- **Task objective**:
Keep only those lines of the records that include the string "JSON".

- **Records for the exercise**:

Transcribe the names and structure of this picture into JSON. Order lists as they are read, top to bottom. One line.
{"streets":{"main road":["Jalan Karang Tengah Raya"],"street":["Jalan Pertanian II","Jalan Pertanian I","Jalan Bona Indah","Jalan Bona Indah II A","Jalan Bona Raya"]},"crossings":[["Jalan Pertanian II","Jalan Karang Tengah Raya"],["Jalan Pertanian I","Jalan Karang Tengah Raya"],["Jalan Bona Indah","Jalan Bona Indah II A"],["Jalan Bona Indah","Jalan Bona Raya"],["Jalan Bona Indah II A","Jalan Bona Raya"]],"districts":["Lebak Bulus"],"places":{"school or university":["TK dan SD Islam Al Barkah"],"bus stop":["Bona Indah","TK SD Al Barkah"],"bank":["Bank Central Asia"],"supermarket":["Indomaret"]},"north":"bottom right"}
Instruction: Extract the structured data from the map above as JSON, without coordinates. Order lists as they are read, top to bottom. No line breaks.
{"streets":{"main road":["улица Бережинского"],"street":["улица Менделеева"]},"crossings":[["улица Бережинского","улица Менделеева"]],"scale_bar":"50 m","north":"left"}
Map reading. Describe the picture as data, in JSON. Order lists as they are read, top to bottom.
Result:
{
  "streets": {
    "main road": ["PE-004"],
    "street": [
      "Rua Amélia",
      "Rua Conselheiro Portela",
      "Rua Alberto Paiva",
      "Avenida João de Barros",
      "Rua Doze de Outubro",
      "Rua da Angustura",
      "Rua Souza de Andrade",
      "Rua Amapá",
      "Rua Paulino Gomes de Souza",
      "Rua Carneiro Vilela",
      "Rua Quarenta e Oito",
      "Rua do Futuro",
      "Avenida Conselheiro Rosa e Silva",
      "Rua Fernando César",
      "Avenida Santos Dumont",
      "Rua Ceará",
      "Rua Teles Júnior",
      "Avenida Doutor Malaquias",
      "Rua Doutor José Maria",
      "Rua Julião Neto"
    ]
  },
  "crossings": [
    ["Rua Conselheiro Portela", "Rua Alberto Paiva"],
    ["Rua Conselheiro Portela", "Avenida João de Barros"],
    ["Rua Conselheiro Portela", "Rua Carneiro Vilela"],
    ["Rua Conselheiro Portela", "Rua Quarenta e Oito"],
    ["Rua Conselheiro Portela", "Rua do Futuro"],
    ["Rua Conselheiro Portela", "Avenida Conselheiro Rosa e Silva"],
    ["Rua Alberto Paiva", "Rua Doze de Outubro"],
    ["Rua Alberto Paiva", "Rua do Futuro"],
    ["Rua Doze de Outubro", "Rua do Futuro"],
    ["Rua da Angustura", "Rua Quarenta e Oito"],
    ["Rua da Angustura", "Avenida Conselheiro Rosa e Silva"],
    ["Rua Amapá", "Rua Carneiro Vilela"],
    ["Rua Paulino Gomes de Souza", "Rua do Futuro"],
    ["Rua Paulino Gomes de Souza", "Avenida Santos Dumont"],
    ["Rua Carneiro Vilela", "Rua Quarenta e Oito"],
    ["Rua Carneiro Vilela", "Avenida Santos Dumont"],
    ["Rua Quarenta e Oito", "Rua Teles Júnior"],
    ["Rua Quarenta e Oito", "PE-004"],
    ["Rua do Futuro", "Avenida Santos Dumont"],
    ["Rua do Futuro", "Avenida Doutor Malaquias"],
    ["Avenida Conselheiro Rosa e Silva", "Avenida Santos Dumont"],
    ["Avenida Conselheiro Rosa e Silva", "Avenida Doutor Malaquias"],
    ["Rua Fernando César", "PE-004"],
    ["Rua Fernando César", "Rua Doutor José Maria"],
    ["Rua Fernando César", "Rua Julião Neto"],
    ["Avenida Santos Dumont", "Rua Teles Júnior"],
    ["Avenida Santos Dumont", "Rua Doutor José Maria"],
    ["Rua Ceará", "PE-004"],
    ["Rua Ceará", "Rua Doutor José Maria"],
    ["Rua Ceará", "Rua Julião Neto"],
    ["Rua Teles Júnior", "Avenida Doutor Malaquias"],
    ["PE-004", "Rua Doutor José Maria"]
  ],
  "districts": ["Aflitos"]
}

- **Your solution**:
Transcribe the names and structure of this picture into JSON. Order lists as they are read, top to bottom. One line.
Instruction: Extract the structured data from the map above as JSON, without coordinates. Order lists as they are read, top to bottom. No line breaks.
Map reading. Describe the picture as data, in JSON. Order lists as they are read, top to bottom.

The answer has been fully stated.